Each line from the one that contains "Annotation task. Build" to the last line of the records below must be restated word for word.

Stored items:
####################

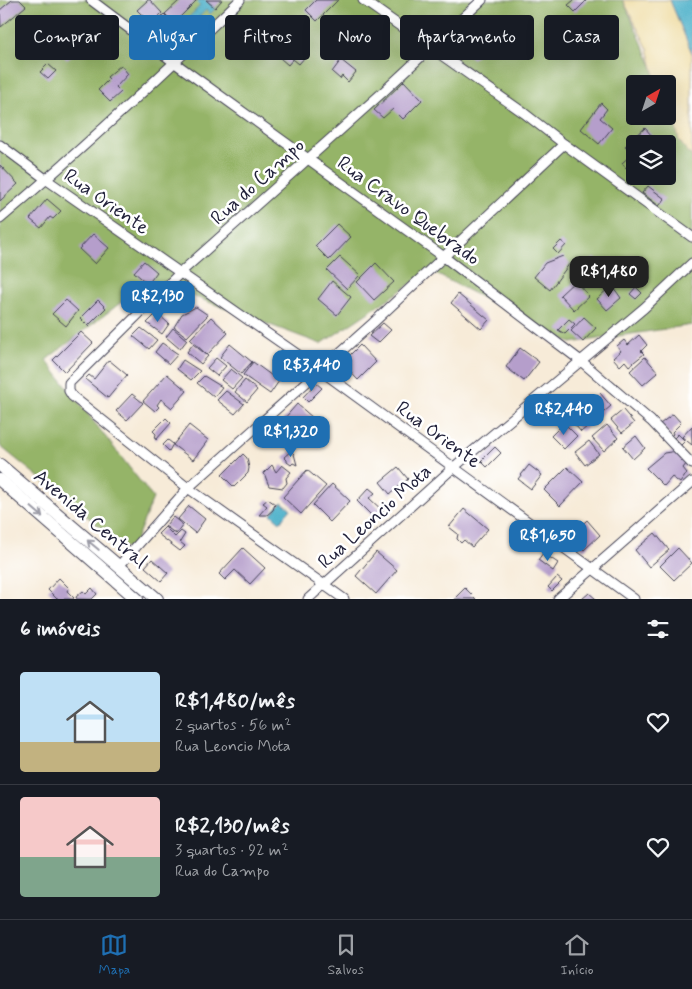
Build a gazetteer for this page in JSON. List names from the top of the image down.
{
  "streets": {
    "main road": ["Avenida Central"],
    "street": [
      "Rua do Campo",
      "Rua Oriente",
      "Rua Cravo Quebrado",
      "Rua Leoncio Mota"
    ]
  },
  "crossings": [
    ["Rua do Campo", "Rua Oriente"],
    ["Rua do Campo", "Rua Cravo Quebrado"],
    ["Rua Oriente", "Rua Leoncio Mota"],
    ["Rua Cravo Quebrado", "Rua Leoncio Mota"]
  ],
  "north": "top right",
  "page": {
    "chip": [
      "Comprar",
      "Alugar",
      "Filtros",
      "Novo",
      "Apartamento",
      "Casa"
    ],
    "price": [
      "R$1,480",
      "R$2,130",
      "R$3,440",
      "R$2,440",
      "R$1,320",
      "R$1,650"
    ],
    "heading": "6 imóveis",
    "list": [
      {
        "name": "R$1,480/mês",
        "note": "2 quartos · 56 m² · Rua Leoncio Mota"
      },
      {
        "name": "R$2,130/mês",
        "note": "3 quartos · 92 m² · Rua do Campo"
      }
    ],
    "tabs": ["Mapa", "Salvos", "Início"]
  }
}
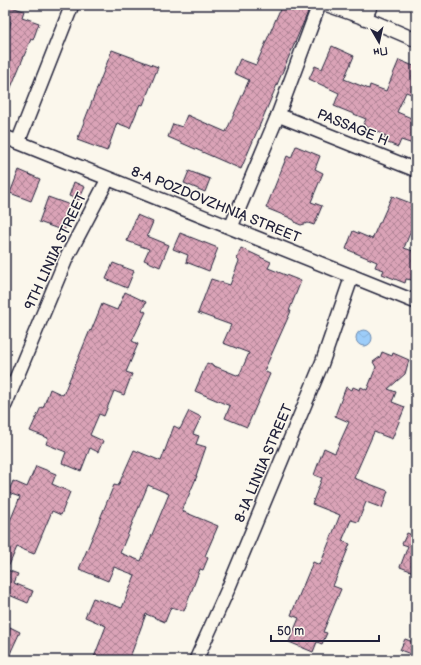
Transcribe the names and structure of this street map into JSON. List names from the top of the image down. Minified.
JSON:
{"streets":{"street":["PASSAGE H","8-A POZDOVZHNIA STREET","9TH LINIIA STREET","8-IA LINIIA STREET"]},"crossings":[["8-A POZDOVZHNIA STREET","9TH LINIIA STREET"],["8-A POZDOVZHNIA STREET","8-IA LINIIA STREET"]],"scale_bar":"50 m","north":"bottom"}
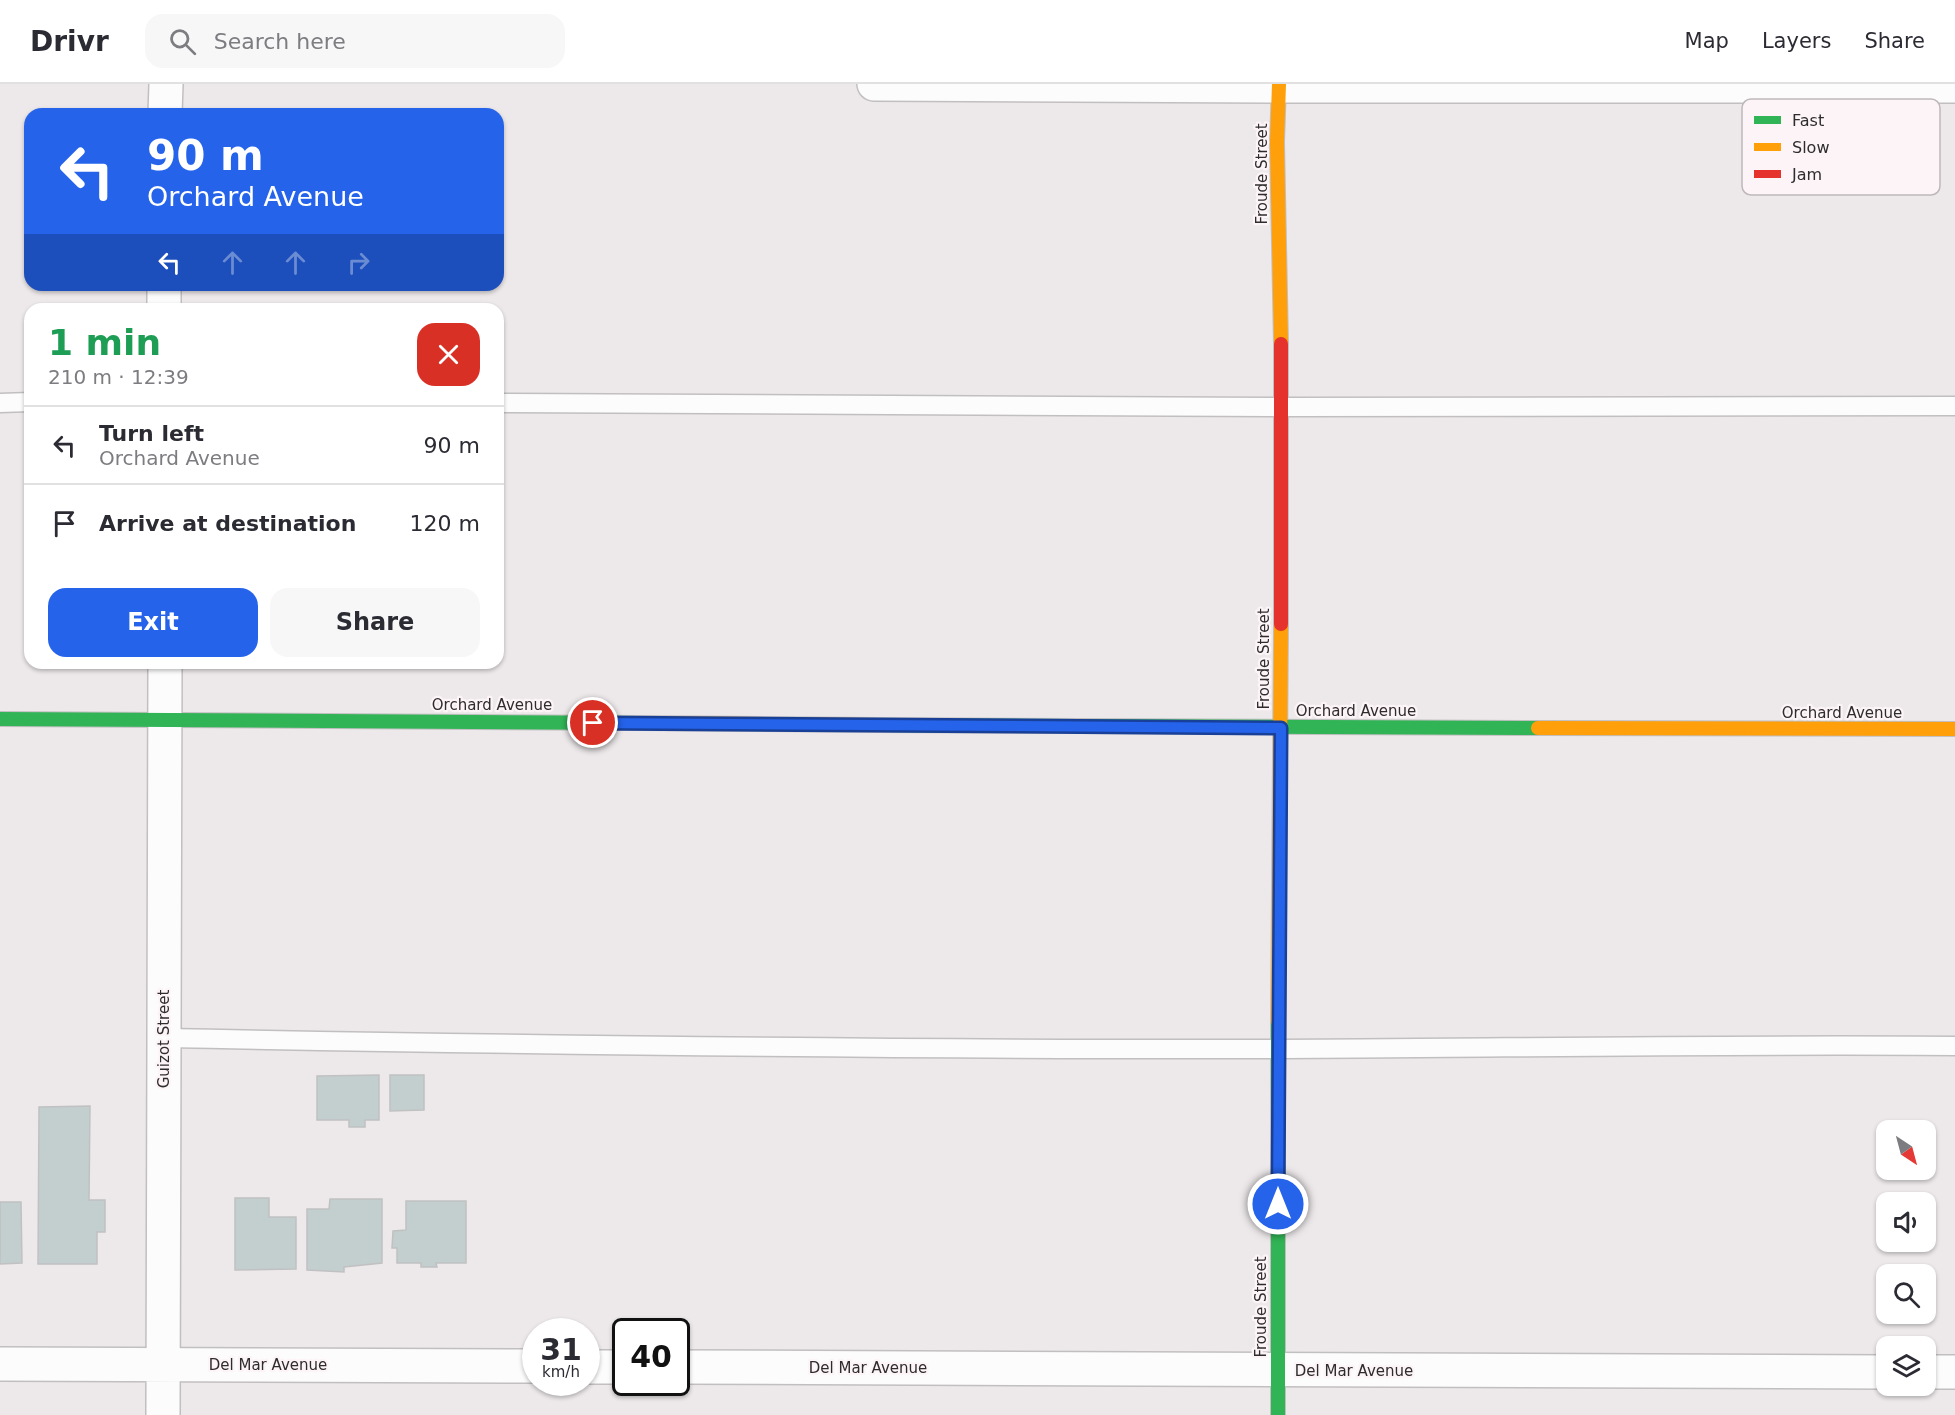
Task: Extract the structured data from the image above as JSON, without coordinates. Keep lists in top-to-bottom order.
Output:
{
  "streets": {
    "street": [
      "Froude Street",
      "Orchard Avenue",
      "Guizot Street",
      "Del Mar Avenue"
    ]
  },
  "crossings": [
    ["Froude Street", "Orchard Avenue"],
    ["Froude Street", "Del Mar Avenue"],
    ["Orchard Avenue", "Guizot Street"],
    ["Guizot Street", "Del Mar Avenue"]
  ],
  "legend": ["Fast", "Slow", "Jam"],
  "north": "bottom right",
  "page": {
    "header": "Drivr",
    "search": "Search here",
    "nav": ["Map", "Layers", "Share"],
    "turn": ["90 m", "Orchard Avenue"],
    "heading": ["1 min", "210 m · 12:39"],
    "list": [
      {
        "name": "Turn left",
        "note": "Orchard Avenue",
        "value": "90 m"
      },
      {
        "name": "Arrive at destination",
        "value": "120 m"
      }
    ],
    "buttons": ["Exit", "Share"],
    "speed": "31 km/h",
    "limit": "40"
  }
}
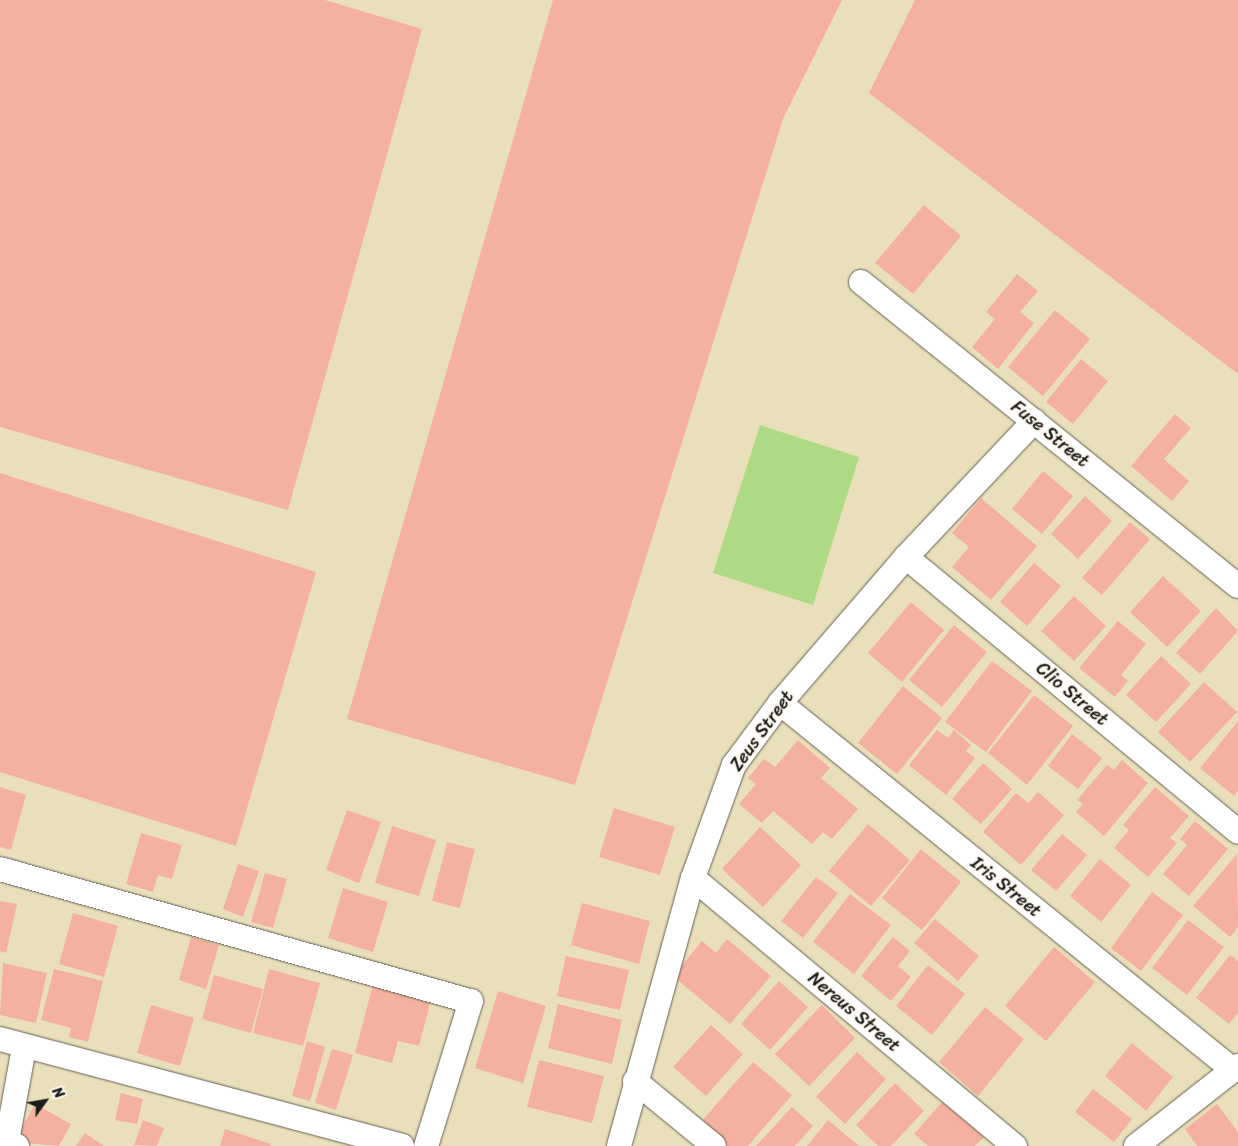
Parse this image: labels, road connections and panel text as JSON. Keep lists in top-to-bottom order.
{
  "streets": {
    "street": [
      "Fuse Street",
      "Clio Street",
      "Zeus Street",
      "Iris Street",
      "Nereus Street"
    ]
  },
  "crossings": [
    ["Fuse Street", "Zeus Street"],
    ["Clio Street", "Zeus Street"],
    ["Zeus Street", "Iris Street"],
    ["Zeus Street", "Nereus Street"]
  ],
  "north": "top right"
}
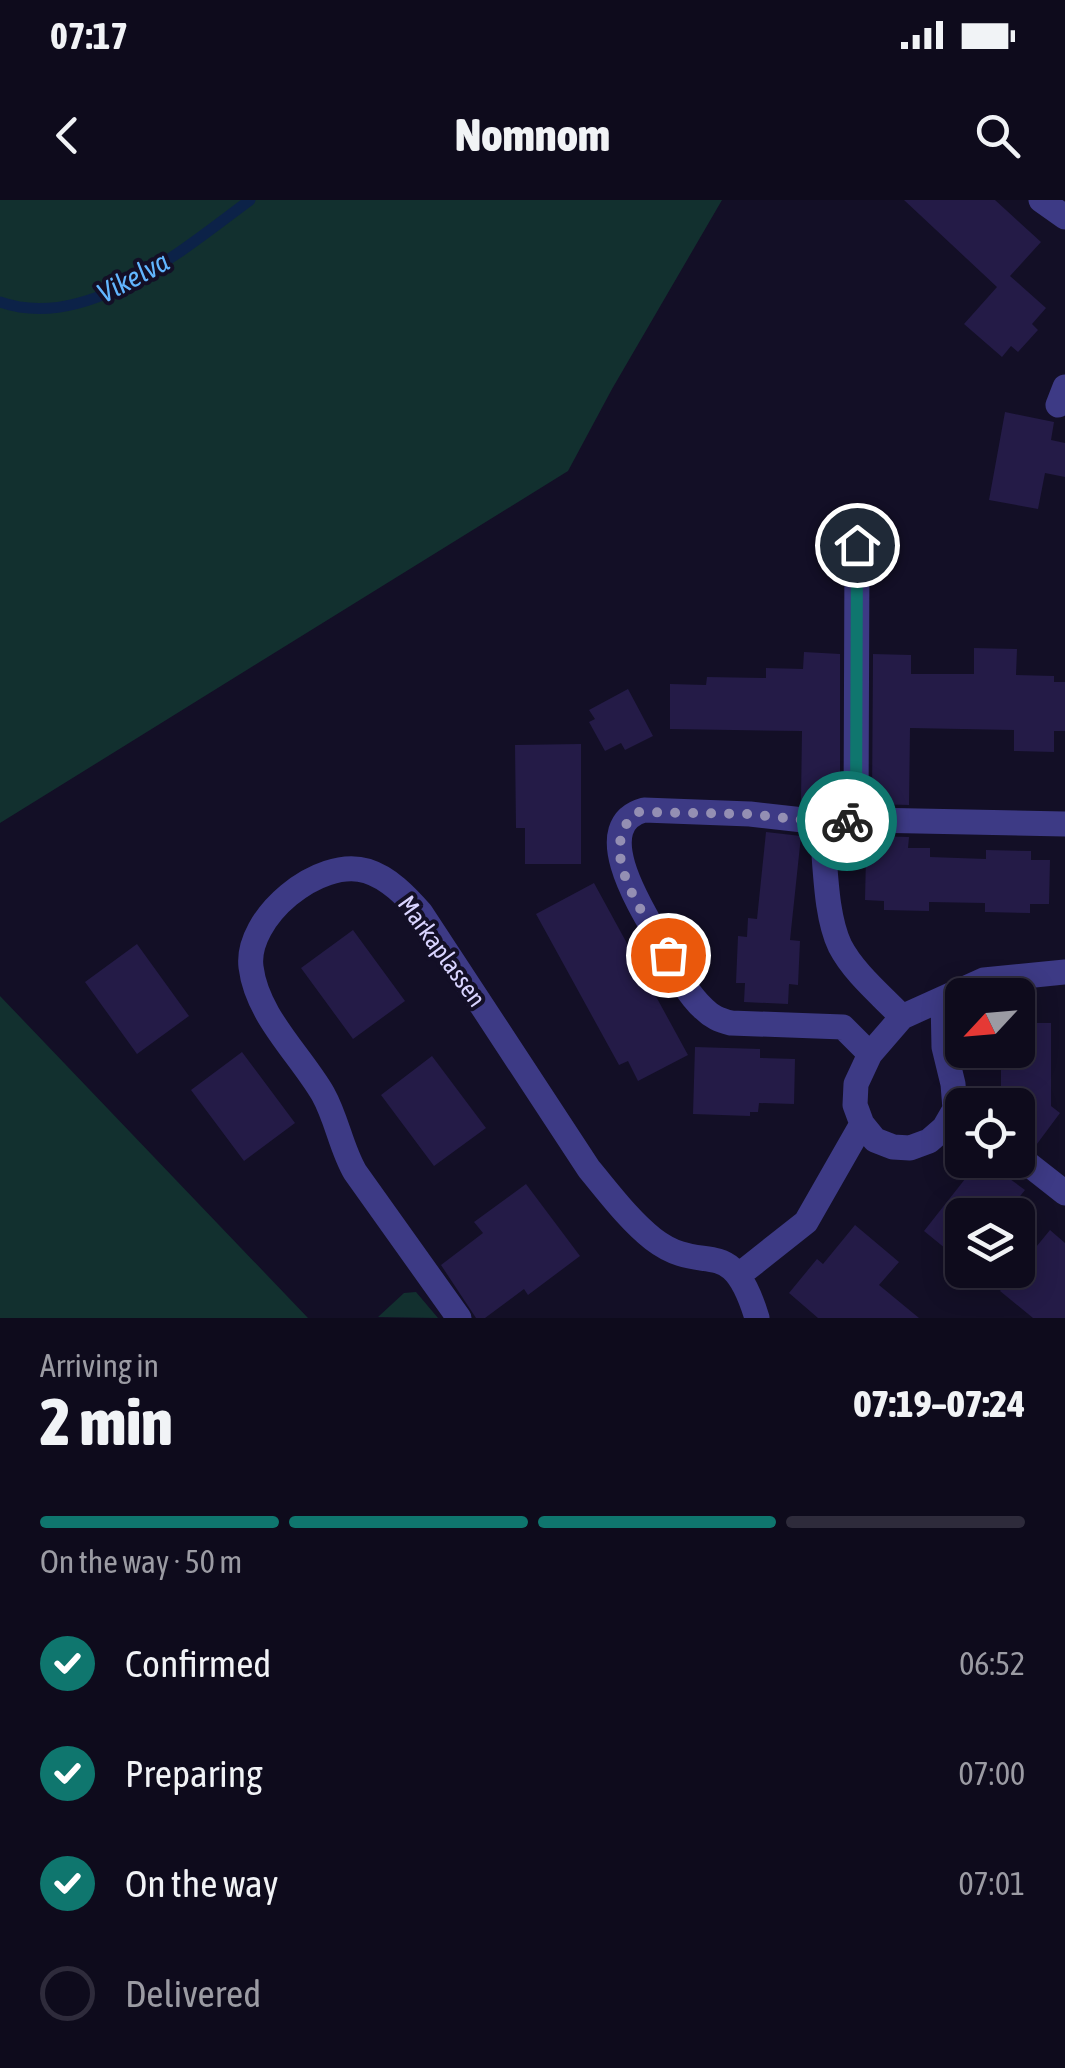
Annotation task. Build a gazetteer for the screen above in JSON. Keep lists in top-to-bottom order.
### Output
{
  "streets": {
    "lane": ["Markaplassen"]
  },
  "water": ["Vikelva"],
  "north": "bottom left",
  "page": {
    "status": "07:17",
    "header": "Nomnom",
    "heading": ["2 min", "Arriving in", "07:19–07:24"],
    "bar": "On the way · 50 m",
    "list": [
      ["Confirmed", "06:52"],
      ["Preparing", "07:00"],
      ["On the way", "07:01"],
      "Delivered"
    ]
  }
}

####################

Exercise response:
Annotation task. Build a gazetteer for the screen above in JSON. Keep lists in top-to-bottom order.
### Output
{
  "streets": {
    "lane": ["Markaplassen"]
  },
  "water": ["Vikelva"],
  "north": "bottom left",
  "page": {
    "status": "07:17",
    "header": "Nomnom",
    "heading": ["2 min", "Arriving in", "07:19–07:24"],
    "bar": "On the way · 50 m",
    "list": [
      ["Confirmed", "06:52"],
      ["Preparing", "07:00"],
      ["On the way", "07:01"],
      "Delivered"
    ]
  }
}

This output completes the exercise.